On the radio, Winter Wonderland could be heard and a new song (one that turned out to be prophetic), White Christmas, was broadcast for the first time.
Christmas stockings were filled with apples, oranges, small toys and candy. Still a favorite was the Snickers bar, introduced in 1930 by the M&M Mars Co. and named after the Mars familys beloved horse. It is still one of the best-selling candy bars ever. A lucky child might also find a Mars candy bar in his stocking. (This candy bar was renamed Snickers Almond Crunch in the late 1990s … but the formula never changed.) A box of Red Hots would fit nicely in the toe of the stocking. The 5th Avenue candy bar was another favorite … this one was created by William Luden of cough drop fame. Of course, there was Hersheys new (1938) candy … one that combined milk chocolate with Rice Krispies, called the Krackel Bar. And fitting nicely into the corners of the stocking were Hershey’s Miniatures chocolate bars that debuted in 1939.
Gifts were wrapped and tied with ribbon. The gift-wrap was likely a Hallmark product. Hallmark was the industry sales leader in wrapping paper, although, technically, it was not the first to manufacture it. That honor goes to the Hy-Sil Manufacturing Co., also known as The Gift Wrap Co. In 1935, Hallmark became the first American company to begin vacuum metalizing and the very first metalizing chamber in the country was constructed at their plant in Revere, Mass. (During World War II, manufacture was geared to war-related goods and Hallmark used its looms to make khaki webbing for parachute harnesses and chemical warfare hoods from metalized cellophane.)

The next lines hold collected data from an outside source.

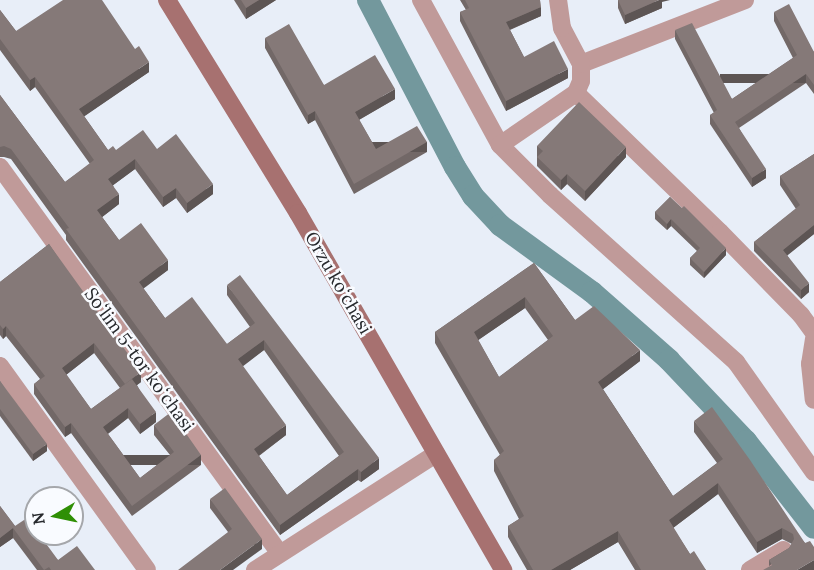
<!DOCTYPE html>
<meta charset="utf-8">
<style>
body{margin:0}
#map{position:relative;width:814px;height:570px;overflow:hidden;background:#e8eef8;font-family:Lora,serif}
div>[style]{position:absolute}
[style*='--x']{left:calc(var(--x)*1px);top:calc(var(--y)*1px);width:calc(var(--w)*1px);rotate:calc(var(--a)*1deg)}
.canal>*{height:22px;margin:-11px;padding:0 11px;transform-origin:11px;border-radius:11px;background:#73989d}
.street>*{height:18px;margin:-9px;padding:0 9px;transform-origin:9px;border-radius:9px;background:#c09a99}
.secondary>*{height:18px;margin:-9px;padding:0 9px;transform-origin:9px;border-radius:9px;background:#a77170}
.wall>*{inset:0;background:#726867}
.shaded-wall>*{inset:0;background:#5d5554;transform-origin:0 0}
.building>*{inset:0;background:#857978}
span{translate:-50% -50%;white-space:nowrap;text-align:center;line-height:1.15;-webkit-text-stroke:5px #f9fbff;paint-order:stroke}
.street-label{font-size:18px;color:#27292d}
.north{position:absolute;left:24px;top:486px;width:60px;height:60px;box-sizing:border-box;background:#f9fbff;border:2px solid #a5a7ab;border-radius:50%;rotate:261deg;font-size:16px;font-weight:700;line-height:24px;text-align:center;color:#27292d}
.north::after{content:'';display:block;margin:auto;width:21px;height:27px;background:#2f8f05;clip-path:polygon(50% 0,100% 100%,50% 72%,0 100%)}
</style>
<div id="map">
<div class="canal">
<i style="--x:368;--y:0;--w:188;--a:62.5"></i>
<i style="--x:455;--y:167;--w:34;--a:58"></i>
<i style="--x:473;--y:196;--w:40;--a:47"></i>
<i style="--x:500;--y:225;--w:114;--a:36.1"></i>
<i style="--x:592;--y:292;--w:103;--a:41.4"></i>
<i style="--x:669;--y:360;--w:112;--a:46.5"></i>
<i style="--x:746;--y:441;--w:110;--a:52"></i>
</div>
<div class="street">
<i style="--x:421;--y:0;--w:165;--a:61.4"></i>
<i style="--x:500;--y:145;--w:71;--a:45"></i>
<i style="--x:550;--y:195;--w:250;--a:41.9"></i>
<i style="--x:736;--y:362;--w:135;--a:54.7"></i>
<i style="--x:581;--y:64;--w:176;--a:-21.3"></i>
<i style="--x:576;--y:93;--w:200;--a:44"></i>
<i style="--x:720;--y:232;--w:116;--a:45.7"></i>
<i style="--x:801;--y:315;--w:22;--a:54"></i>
<i style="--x:500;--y:145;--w:92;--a:-34.4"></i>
<i style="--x:576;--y:93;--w:13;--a:-67"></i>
<i style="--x:581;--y:81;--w:17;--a:-90"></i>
<i style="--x:581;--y:64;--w:41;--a:-117.8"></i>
<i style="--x:562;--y:28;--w:28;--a:-98"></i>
<i style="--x:0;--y:167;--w:476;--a:54.1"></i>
<i style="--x:814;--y:339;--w:25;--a:99"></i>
<i style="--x:810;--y:364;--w:36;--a:84"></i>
<i style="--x:0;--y:366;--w:251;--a:54.2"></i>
<i style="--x:255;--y:570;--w:215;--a:-32.7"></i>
<i style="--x:750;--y:570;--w:39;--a:-31"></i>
</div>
<div class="secondary">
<i style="--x:167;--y:0;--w:250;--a:58.4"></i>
<i style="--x:298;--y:213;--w:412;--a:60.1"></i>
</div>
<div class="wall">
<i style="clip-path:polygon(234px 0,276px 0,246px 19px)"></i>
<i style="clip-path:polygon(460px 0,540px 0,541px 16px,510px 30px,524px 57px,568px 78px,506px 111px,460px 21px,460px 12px,466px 10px)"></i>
<i style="clip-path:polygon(618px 0,662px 2px,662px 8px,625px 24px,618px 8px)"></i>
<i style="clip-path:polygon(evenodd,0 10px,16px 31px,149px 72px,84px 116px,108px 150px,116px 150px,157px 149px,213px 194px,187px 213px,176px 198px,163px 207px,135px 169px,113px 185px,119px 204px,102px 217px,119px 240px,168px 270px,143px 288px,165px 318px,227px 344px,250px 327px,227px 295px,227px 285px,379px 469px,361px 482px,358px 480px,280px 535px,66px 240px,66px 235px,11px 159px,4px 157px,0 157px,0 95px,65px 182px,90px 164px,35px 87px,30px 91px,0 50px,0 10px,264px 350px,339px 456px,287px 495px,259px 456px,286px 435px,242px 366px,264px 350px)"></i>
<i style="clip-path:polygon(774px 12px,814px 52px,814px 94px,806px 83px,739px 128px,766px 178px,752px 187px,710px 124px,710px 115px,714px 113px,675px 39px,675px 30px,732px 99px,793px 58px,774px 21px)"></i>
<i style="clip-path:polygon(265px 38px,324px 85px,395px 99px,359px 120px,376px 149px,427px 152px,354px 194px,315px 120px,308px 124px,265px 48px)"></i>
<i style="clip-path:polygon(537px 146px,626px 157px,585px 201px,567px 184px,561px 190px,537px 166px)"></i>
<i style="clip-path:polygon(814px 154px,814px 234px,787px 255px,809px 292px,801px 299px,754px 251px,754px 242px,796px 209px,780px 185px,780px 176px)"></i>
<i style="clip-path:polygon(670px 197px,726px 255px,704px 278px,690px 265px,690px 258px,697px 251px,671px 226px,667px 230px,655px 219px,655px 212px)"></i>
<i style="clip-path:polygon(evenodd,49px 244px,141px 382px,137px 385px,156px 422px,140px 434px,128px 418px,108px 434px,140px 478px,170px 455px,154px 435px,154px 425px,201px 465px,132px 516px,71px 433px,65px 437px,34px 394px,34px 384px,40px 379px,6px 336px,3px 339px,0 335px,0 282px,49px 244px,94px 353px,120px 388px,91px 409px,66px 375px,94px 353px)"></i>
<i style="clip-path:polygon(evenodd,534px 263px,575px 320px,640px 361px,603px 389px,673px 496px,717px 463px,694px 432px,694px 421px,805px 543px,769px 566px,769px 560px,789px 548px,792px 544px,782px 539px,757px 553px,718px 494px,673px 528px,690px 554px,706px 570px,635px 570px,618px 542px,570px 570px,527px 570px,508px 537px,508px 526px,519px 519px,494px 471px,494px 460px,500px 455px,435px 343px,435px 332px,534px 263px,525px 308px,548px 340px,499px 377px,478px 340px,525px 308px)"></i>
<i style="clip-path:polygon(0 381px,47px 451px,33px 461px,0 416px)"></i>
<i style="clip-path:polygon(210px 499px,262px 549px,228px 532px,210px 508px)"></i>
<i style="clip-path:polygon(0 506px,15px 526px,58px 560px,95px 570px,37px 570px,13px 538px,0 547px)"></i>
</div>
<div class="shaded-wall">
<i style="clip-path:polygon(259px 0,276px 0,246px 19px,246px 8px)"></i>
<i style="clip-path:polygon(659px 0,670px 0,662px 2px,662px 8px,625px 24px,625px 15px)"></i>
<i style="clip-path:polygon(541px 7px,541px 16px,506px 31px,506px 22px)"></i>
<i style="clip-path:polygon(149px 62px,149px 72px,79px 120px,79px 109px)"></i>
<i style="clip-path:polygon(568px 69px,568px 78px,506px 111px,506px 101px)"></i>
<i style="left:806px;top:74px;width:9px;height:86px;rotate:90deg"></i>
<i style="clip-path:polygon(35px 77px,35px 87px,30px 91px,30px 80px)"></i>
<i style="clip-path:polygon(395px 89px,395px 99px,355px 122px,355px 112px)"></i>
<i style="clip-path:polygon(315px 111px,315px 120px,308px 124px,308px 115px)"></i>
<i style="left:427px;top:142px;width:10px;height:84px;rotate:90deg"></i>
<i style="clip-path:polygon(626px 147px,626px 157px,585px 201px,585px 191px)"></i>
<i style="clip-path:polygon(135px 159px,135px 169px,108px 189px,108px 179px)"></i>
<i style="clip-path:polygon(766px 169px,766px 178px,752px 187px,752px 178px)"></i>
<i style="clip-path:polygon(567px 174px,567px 184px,561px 190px,561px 180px)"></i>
<i style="clip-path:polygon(213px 184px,213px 194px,187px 213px,187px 203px)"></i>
<i style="clip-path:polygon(176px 188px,176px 198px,163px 207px,163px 197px)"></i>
<i style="clip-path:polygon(119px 194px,119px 204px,97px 221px,97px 210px)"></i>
<i style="clip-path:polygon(671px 219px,671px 226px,667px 230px,667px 224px)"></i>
<i style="clip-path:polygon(814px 225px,814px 234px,783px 259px,783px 250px)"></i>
<i style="clip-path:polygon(726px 248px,726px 255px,704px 278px,704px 272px)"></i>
<i style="clip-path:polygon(168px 260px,168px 270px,139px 292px,139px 282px)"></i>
<i style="clip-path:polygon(809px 283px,809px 292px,801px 299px,801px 290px)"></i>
<i style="clip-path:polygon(525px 297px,525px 308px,474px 343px,474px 332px)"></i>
<i style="clip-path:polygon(6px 326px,6px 336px,3px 339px,3px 329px)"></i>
<i style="clip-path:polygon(264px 340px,264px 350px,238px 370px,238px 359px)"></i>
<i style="clip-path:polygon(94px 343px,94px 353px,62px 378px,62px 368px)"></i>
<i style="clip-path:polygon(640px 350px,640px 361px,598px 393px,598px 382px)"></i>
<i style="clip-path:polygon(141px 372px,141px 382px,125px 394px,125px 384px)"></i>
<i style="clip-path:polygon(128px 408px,128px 418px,103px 437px,103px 427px)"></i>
<i style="clip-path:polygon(156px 412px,156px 422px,140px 434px,140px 424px)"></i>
<i style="clip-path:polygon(71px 423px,71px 433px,65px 437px,65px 427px)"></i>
<i style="clip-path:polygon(286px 425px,286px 435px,254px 459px,254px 449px)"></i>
<i style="clip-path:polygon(47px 444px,47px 451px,33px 461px,33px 454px)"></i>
<i style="left:201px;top:455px;width:10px;height:86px;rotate:90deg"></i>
<i style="clip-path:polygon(379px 458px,379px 469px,361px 482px,361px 472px)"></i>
<i style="clip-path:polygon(358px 469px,358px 480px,280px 535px,280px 525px)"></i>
<i style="clip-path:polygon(718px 483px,718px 494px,669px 531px,669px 520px)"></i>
<i style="clip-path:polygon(13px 528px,13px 538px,0 547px,0 538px)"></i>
<i style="clip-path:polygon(782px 528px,782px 539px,757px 553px,757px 542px)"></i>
<i style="clip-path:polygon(618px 531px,618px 542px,570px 570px,551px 570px)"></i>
<i style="clip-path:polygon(262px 539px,262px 549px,233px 570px,220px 570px)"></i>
<i style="clip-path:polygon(814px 560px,814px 570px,797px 570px)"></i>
</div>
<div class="building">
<i style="clip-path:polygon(evenodd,63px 0,102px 0,135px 49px,139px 46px,149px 62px,79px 109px,108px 150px,113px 146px,116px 150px,143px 130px,157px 149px,176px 134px,213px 184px,187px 203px,176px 188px,163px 197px,135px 159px,108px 179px,119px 194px,97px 210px,119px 240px,141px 223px,168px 260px,139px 282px,165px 318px,192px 297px,227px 344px,255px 323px,227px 285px,240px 275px,379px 458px,361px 472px,358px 469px,280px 525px,66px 229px,69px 228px,11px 149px,4px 146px,0 147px,0 95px,65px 182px,94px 160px,35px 77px,30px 80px,0 39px,0 10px,16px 31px,63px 0,264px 340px,344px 452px,287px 495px,254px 449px,286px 425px,238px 359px,264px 340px)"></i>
<i style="clip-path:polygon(241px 0,259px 0,246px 8px)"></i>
<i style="clip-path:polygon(465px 0,540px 0,541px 7px,506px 22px,524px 57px,554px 41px,568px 69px,506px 101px,460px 12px,469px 8px)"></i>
<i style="clip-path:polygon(618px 0,659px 0,625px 15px)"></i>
<i style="clip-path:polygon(789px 4px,814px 52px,814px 85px,806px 74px,735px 122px,766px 169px,752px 178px,710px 115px,717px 110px,675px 30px,692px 23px,732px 99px,797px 55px,774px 12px)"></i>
<i style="clip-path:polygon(289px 24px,324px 85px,375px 55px,395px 89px,355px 112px,376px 149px,417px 126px,427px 142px,354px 184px,315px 111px,308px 115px,265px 38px)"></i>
<i style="clip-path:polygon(579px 102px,626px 147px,585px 191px,567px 174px,561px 180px,537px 157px,543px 151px,537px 146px)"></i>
<i style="clip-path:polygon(814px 154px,814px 225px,783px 250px,809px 283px,801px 290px,754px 242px,800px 205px,780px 176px)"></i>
<i style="clip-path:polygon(670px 197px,682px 208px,684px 206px,726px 248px,704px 272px,690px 258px,700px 248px,671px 219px,667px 224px,655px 212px)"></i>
<i style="clip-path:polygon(49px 244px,141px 372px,125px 384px,94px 343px,62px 368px,91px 409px,132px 379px,156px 412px,140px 424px,128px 408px,103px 427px,140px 478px,174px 452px,154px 425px,171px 412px,201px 455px,132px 506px,71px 423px,65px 427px,34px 384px,45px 376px,6px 326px,3px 329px,0 325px,0 282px)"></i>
<i style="clip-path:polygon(evenodd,534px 263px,575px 320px,594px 306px,640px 350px,598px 382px,673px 496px,723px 459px,694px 421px,712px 407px,750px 460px,805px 543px,810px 541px,814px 547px,814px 560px,797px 570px,763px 570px,772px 565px,769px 560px,789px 548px,794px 539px,793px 534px,782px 528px,757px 542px,718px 483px,669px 520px,690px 554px,694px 551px,706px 570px,641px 570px,618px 531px,551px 570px,533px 570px,508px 526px,524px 516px,494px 460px,504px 451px,435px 332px,534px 263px,525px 297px,553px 336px,499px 377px,474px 332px,525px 297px)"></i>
<i style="clip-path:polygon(0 381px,47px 444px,33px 454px,0 409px)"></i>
<i style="clip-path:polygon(225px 488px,262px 539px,220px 570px,178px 570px,232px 529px,210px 499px)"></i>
<i style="clip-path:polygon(0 506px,15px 526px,27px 518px,36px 530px,36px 534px,39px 534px,58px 560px,77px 546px,95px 570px,51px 570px,49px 567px,44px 570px,13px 528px,0 538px)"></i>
</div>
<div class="street-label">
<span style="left:338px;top:283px;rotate:60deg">Orzu koʻchasi</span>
<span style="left:139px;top:360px;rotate:54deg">Soʻlim 5-tor koʻchasi</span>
</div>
<div class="north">N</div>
</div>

The popular gifts in the early 1940s were the Slinky (Richard James, a navy engineer, was trying to figure out a suspension device when he knocked over a torsion spring and watched it walk. His wife named it.); Candy Land (developed for children with polio, the creator, Eleanor Abbott, developed it while recovering from polio herself.); and paper dolls (The need for weapons during World War II stopped production for consumer products. Toys from paper products became an inexpensive way to make toys for kids and paper dolls became even more popular.).
Later, in the evening, the family might go to see a movie. Walt Disney had begun a new line of feature length cartoon moving pictures. Tops in 1940 were Fantasia, a collection of animated interpretations of great works of Western classical music, and Pinocchio, about a living puppet, who, with the help of a cricket as his conscience, must prove himself worthy to become a real boy. Interestingly enough, among the other movies released that year was The Great Dictator, about dictator Adenoid Hynkel who has a doppelganger, a poor but kind Jewish barber living in the slums. One day, this man is mistaken for Hynkel.